Key Words:Breath group, Reading, Spontaneous speech

Abstract

Aims:

The breath group can serve as a functional unit to define temporal and fundamental frequency (f0) features in continuous speech. These features of the breath group are determined by the physiologic, linguistic, and cognitive demands of communication. Reading and spontaneous speech are two speaking tasks that vary in these demands and are commonly used to evaluate speech performance for research and clinical applications. The purpose of this study is to examine differences between reading and spontaneous speech in the temporal and f0 aspects of their breath groups.

Methods:

Sixteen participants read two passages and answered six questions while wearing a circumferentially vented mask connected to a pneumotach. The aerodynamic signal was used to identify inspiratory locations.

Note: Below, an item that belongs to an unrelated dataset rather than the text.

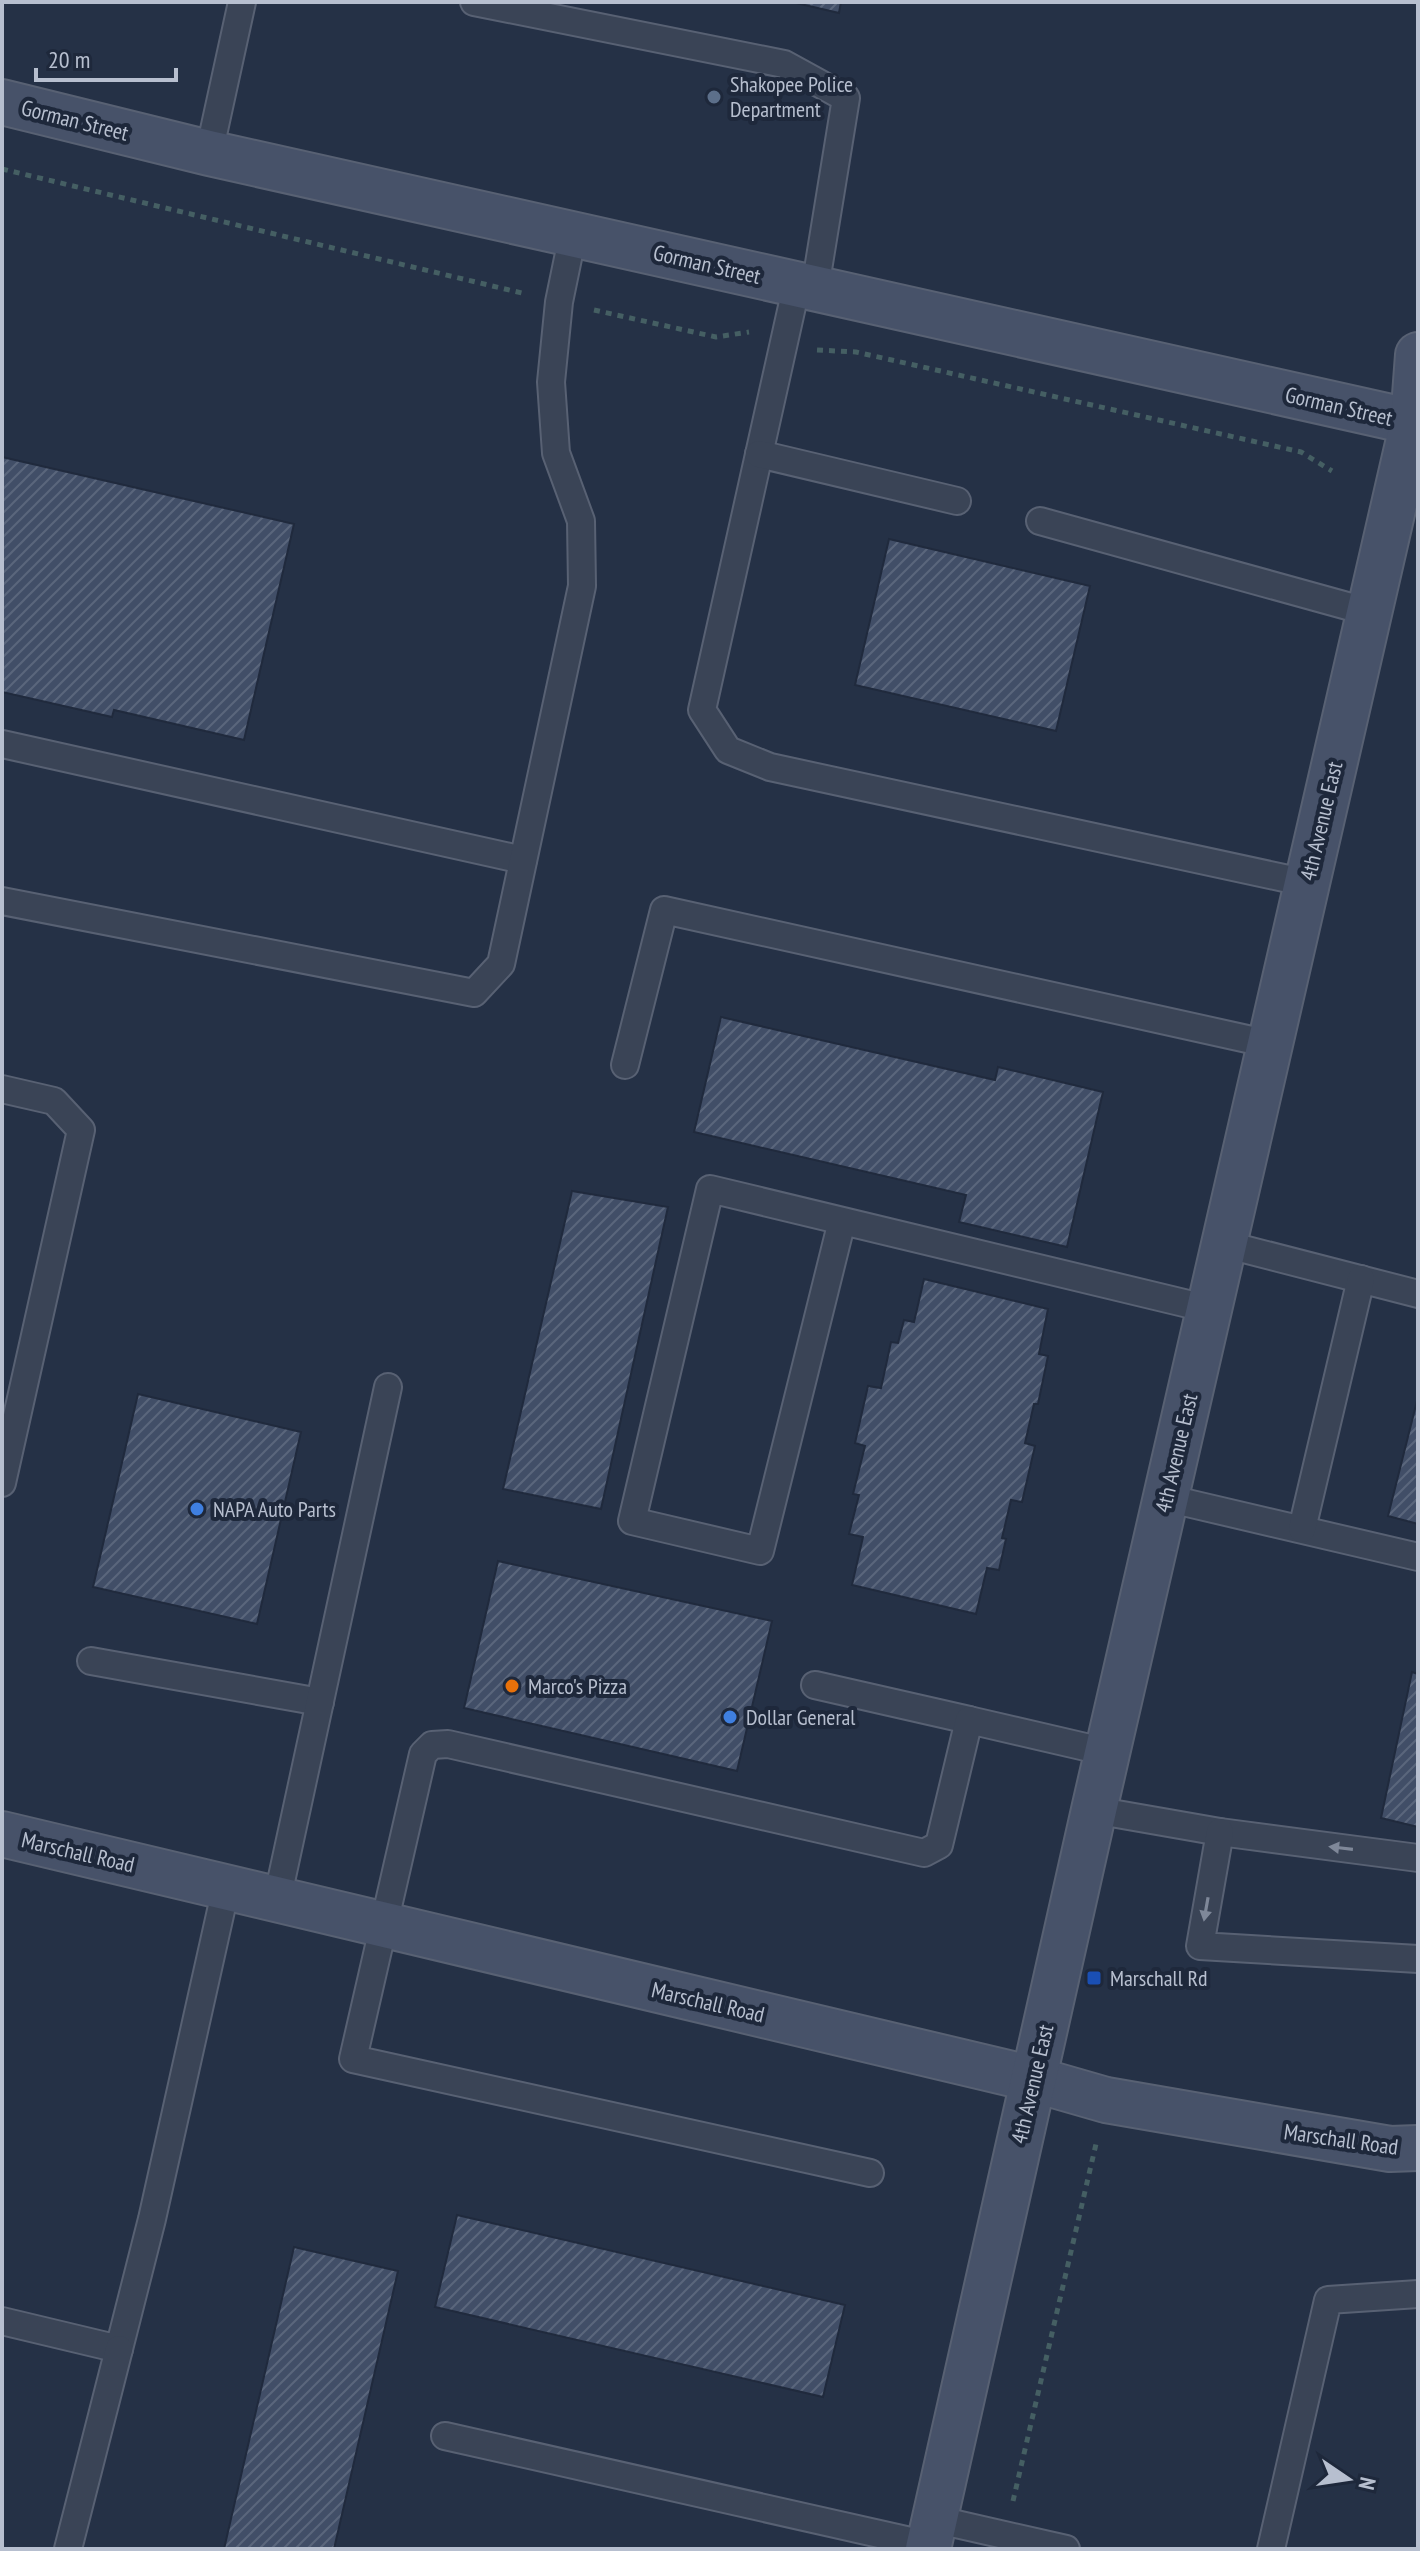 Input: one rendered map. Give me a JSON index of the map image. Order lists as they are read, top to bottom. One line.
{"streets":{"street":["Gorman Street","4th Avenue East","Marschall Road"]},"crossings":[["Gorman Street","4th Avenue East"],["4th Avenue East","Marschall Road"]],"places":{"other":["Shakopee Police Department","NAPA Auto Parts","Marco's Pizza","Dollar General"],"transit":["Marschall Rd"]},"scale_bar":"20 m","north":"right"}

The audio signal was used to analyze task differences in breath group structure, including temporal and f0 components.

Results:

The main findings were that spontaneous speech task exhibited significantly more grammatically inappropriate breath group locations and longer breath group duration than did the passage reading task.

Conclusion:

The task differences in the percentage of grammatically inadequate breath group locations and in breath group duration for healthy adult speakers partly explain the differences in cognitive-linguistic load between the passage reading and spontaneous speech.

Introduction

The respiratory system provides an aerodynamic source of energy and maintains a roughly constant subglottal air pressure during speech production through fairly precise, ongoing control of the respiratory musculature [1] [2] . Speech is structured in terms of breath groups based on the patterns of airflow from the lungs [3] . The features of breath groups are governed not only by respiratory needs, but also by the varying demands of grammatical structure [4] . Because the location and durations of breath groups are determined by physiologic needs, linguistic accommodations, and cognitive demands, these features may differ across speaking tasks such as passage reading and spontaneous speech.

Characteristics of nonspeech and speech breathing for reading and spontaneous speech in healthy speakers in different age-groups and gender have been reported [5] [6] [7] [8] [9] [10] [11] [12] [13] , but none of these studies reported fundamental frequency (f0) features within breath groups. The breath group has been proposed as a useful functional unit of prosodic analysis, helping to define temporal and f 0 features for connected speech [14] , especially because these features are determined by locations of inspiration. Inspiratory locations usually precede linguistic structural boundaries following grammatical rules; however, inspirations at grammatically inappropriate loci in utterances sometimes occur even for healthy speakers [5] [6] [12] [13] [14] . Bunton [5] reported a 19% occurrence of inappropriate breath locations for normal extemporaneous speech for 3 aged men and 3 aged women. Hammen and Yorkston [6] reported a 2.1% occurrence of inappropriate inspiratory locations for reading passages for 22 females and 2 males. Winkworth et al. [12] [13] reported 3.2 and 15.3% occurrences of inappropriate inspiratory locations for reading passages and spontaneous speech, respectively, for 6 healthy young women.

The temporal features of breath groups are mainly described in terms of breath group duration (BGD), interbreath-group pause (IBP), and inspiratory duration (ID). Statistics on these parameters portray the basic ventilatory pattern of speech. For example, average BGD values range from 3.36 [13] to 3.58 s [11] for reading and from 2.42 [5] to 3.84 s [12] for spontaneous speech. The ID value for reading is 0.59 s [11] . But the full understanding of how these temporal measures vary with speaking task awaits systematic investigation with suitably sensitive methods.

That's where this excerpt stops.